» **What is being asked**
Whenever the word "shaded" appears in a line of the data below, copy that line.

» **Listed records**
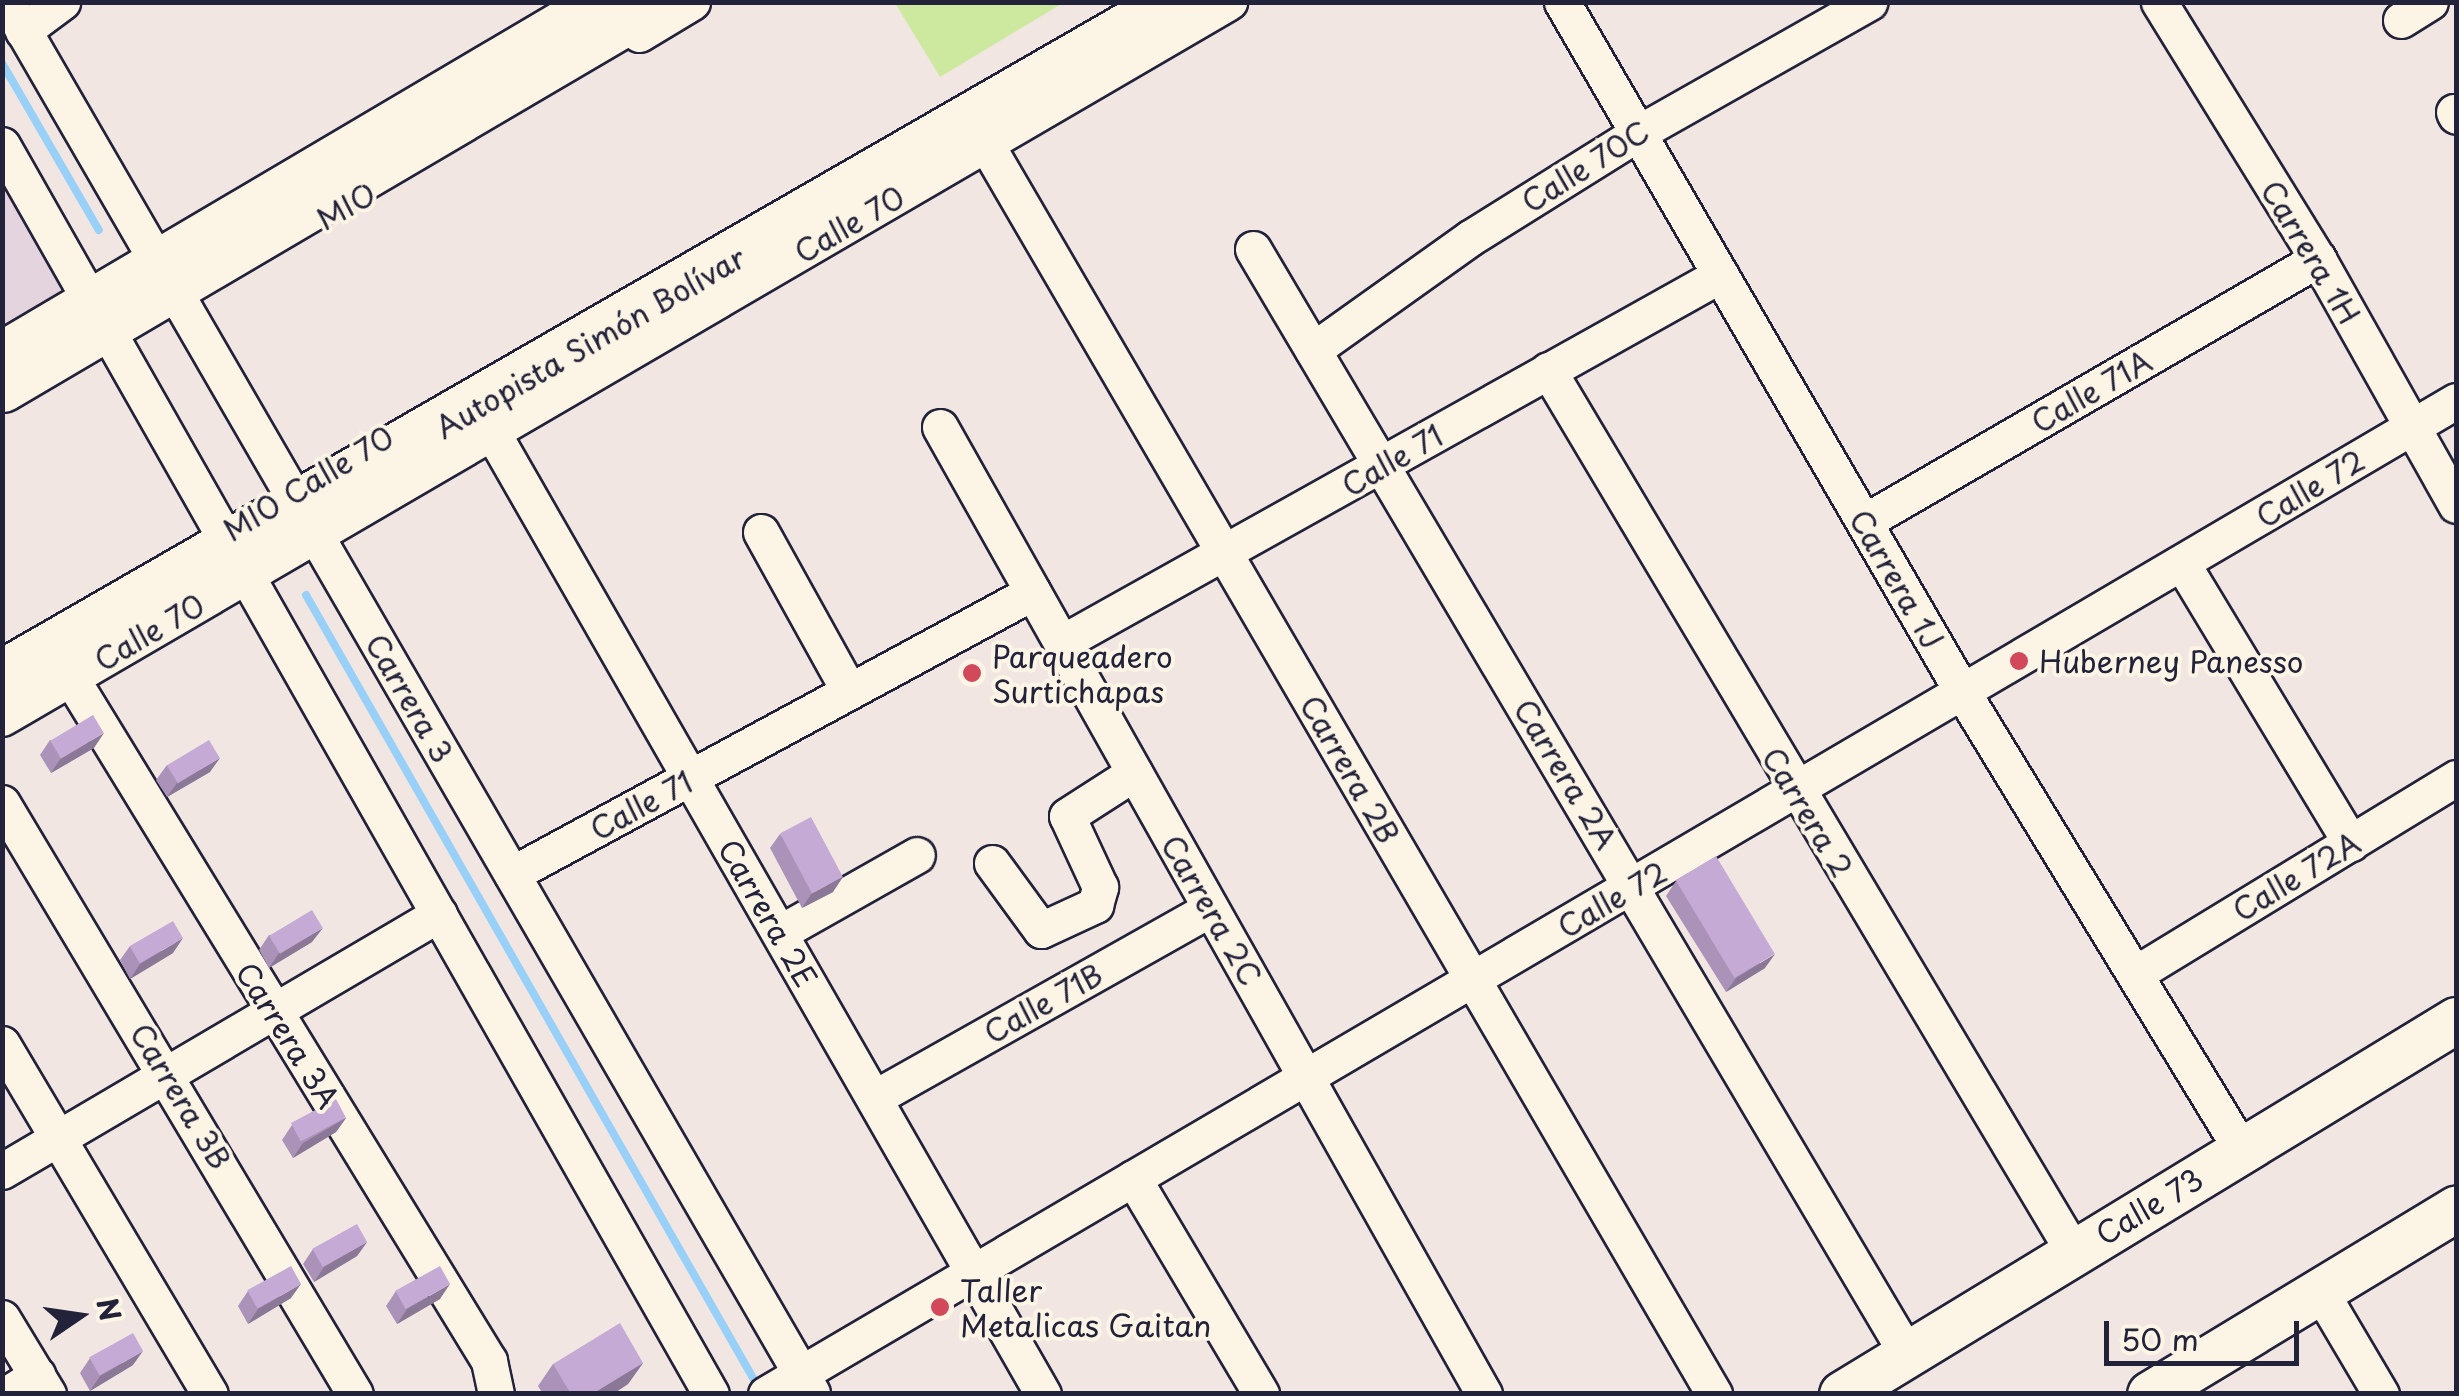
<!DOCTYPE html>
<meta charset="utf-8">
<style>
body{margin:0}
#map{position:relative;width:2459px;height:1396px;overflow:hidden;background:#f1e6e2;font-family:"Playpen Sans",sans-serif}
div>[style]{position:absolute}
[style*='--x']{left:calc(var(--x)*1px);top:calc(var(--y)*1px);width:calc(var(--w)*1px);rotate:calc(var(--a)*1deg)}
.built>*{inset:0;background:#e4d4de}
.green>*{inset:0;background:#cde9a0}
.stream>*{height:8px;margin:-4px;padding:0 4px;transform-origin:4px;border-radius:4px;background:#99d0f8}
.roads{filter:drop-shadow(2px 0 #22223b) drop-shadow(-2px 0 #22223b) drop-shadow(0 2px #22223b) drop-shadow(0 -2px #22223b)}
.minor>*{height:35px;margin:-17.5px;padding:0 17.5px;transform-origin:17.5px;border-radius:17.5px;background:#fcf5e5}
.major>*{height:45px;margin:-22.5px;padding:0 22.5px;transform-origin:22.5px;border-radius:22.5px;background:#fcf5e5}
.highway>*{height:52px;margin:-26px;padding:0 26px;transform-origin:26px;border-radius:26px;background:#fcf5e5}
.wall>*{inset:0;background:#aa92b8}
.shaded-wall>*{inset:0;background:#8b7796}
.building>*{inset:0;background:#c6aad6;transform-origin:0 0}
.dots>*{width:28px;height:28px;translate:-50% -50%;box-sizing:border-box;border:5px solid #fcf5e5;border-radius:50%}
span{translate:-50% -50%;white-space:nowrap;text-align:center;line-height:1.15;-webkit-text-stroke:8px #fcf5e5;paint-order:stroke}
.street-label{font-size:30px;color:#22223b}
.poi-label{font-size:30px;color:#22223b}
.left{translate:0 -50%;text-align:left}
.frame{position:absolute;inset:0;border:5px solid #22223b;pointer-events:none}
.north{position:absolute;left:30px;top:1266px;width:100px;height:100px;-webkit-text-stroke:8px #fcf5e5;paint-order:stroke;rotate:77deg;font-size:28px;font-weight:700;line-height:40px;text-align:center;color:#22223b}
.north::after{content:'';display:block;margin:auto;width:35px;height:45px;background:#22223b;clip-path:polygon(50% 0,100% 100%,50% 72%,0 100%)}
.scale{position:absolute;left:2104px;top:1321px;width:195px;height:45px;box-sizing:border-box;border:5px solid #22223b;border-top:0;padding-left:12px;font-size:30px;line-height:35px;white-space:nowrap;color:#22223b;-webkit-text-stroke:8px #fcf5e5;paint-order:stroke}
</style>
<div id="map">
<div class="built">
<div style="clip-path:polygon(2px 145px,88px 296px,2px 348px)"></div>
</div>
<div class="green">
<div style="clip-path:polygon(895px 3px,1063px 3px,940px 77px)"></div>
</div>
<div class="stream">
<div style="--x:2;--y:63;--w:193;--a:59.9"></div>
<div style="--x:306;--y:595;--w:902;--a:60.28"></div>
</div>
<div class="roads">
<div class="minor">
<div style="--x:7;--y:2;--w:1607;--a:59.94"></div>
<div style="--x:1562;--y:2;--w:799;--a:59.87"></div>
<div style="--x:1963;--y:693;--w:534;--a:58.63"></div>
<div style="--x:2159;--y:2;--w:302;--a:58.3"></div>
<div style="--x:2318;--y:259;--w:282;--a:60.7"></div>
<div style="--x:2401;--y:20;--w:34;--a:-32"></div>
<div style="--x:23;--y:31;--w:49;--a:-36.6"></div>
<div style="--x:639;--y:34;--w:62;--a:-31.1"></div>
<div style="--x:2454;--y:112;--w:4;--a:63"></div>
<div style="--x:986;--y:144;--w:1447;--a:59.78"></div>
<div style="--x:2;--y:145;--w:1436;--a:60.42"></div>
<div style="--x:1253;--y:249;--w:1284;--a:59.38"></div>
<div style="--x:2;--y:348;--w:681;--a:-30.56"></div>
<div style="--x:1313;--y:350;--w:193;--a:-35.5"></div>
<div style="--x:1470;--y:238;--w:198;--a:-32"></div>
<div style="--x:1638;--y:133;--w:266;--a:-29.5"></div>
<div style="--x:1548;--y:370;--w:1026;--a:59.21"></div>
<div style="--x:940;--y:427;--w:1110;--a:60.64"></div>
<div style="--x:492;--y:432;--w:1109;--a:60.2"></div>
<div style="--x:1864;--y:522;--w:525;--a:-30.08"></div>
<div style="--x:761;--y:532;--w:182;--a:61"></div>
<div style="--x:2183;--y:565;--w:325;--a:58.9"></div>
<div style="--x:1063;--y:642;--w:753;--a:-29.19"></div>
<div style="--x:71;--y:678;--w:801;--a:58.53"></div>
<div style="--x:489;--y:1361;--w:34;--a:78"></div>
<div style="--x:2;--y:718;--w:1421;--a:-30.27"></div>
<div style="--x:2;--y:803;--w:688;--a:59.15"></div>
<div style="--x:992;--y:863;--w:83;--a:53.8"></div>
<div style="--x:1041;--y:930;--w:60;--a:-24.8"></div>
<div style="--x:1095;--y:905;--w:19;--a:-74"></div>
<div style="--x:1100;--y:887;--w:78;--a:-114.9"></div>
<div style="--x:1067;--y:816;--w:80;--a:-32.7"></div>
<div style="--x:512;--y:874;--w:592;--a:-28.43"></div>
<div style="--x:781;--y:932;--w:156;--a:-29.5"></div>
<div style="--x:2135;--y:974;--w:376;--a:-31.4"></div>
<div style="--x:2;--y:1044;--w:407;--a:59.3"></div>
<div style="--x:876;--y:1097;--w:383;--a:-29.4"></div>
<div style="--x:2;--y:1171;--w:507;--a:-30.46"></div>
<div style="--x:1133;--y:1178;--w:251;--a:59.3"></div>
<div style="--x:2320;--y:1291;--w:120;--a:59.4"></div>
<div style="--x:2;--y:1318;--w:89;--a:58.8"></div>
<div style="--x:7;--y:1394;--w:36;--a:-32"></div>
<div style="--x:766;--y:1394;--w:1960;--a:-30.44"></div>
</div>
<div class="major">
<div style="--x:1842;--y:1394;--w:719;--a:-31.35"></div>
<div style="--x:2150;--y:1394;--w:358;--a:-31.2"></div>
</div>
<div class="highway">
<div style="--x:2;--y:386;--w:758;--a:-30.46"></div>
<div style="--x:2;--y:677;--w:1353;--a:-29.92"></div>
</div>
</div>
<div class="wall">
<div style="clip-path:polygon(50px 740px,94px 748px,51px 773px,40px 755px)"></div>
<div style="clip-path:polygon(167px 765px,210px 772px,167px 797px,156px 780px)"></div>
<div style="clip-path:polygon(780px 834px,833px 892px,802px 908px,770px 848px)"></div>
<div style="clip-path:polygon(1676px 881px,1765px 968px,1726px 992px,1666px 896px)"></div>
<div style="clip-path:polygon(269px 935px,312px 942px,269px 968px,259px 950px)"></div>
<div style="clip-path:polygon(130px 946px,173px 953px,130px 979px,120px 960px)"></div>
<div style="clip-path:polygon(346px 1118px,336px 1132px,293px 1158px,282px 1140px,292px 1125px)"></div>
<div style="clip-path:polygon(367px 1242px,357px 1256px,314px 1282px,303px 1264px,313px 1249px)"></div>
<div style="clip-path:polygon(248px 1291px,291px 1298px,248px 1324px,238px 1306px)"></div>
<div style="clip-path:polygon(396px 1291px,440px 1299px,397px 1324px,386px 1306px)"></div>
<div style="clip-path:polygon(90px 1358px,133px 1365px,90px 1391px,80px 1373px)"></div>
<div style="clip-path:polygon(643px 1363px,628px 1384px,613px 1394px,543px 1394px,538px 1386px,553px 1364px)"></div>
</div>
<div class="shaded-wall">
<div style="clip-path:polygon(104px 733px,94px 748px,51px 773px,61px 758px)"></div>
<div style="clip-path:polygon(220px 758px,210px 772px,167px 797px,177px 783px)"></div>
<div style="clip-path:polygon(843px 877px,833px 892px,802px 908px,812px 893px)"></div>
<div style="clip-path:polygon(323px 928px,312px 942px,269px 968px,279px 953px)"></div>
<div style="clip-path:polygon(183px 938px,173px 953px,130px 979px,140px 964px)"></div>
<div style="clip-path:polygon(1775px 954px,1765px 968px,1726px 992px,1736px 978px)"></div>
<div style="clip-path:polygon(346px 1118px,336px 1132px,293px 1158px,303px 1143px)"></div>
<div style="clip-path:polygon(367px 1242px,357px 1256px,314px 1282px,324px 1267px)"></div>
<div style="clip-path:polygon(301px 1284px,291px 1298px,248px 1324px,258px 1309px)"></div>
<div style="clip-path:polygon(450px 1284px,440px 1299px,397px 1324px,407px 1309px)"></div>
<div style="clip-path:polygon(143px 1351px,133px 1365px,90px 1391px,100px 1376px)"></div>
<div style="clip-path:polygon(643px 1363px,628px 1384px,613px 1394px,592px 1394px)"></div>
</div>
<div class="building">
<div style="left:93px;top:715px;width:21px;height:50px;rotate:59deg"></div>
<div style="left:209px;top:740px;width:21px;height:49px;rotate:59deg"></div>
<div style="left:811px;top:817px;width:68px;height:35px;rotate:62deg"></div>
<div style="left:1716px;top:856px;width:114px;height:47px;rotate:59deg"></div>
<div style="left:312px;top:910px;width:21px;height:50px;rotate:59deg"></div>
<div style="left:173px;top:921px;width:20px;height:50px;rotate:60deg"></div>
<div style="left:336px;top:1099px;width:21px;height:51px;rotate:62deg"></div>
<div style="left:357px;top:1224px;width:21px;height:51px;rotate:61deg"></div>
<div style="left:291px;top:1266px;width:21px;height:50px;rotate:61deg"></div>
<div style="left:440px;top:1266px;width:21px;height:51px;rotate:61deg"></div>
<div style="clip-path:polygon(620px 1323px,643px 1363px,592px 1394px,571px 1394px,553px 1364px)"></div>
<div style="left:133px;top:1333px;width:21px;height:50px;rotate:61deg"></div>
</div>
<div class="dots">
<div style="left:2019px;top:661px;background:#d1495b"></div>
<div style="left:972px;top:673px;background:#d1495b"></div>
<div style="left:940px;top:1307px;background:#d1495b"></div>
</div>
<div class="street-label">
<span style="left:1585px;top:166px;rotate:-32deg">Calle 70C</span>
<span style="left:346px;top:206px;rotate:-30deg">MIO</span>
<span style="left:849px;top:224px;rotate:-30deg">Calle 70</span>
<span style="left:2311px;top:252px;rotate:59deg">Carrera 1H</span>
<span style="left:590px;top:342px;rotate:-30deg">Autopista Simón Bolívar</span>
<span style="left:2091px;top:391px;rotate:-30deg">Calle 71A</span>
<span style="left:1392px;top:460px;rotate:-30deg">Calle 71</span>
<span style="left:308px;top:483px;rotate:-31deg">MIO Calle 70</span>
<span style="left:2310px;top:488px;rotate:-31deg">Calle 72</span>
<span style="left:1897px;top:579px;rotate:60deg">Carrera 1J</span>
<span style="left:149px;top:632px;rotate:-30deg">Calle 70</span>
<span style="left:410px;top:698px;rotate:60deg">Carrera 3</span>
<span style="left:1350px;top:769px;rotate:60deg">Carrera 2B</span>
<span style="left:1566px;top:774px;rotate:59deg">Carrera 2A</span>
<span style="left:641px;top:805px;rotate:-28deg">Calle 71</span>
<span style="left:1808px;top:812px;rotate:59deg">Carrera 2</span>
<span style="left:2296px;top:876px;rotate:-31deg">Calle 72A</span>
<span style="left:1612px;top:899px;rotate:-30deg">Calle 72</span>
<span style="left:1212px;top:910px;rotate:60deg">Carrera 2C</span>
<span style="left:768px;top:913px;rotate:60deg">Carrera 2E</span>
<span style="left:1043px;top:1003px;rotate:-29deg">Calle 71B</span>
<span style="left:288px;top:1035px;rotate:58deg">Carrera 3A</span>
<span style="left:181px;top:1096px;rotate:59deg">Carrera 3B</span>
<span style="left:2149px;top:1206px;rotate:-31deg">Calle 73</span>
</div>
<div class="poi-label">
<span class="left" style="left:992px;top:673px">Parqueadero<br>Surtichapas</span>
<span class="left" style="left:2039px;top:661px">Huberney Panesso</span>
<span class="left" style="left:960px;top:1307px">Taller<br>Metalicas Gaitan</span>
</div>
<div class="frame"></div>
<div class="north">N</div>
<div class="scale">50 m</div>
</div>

» **Task result**
.shaded-wall>*{inset:0;background:#8b7796}
<div class="shaded-wall">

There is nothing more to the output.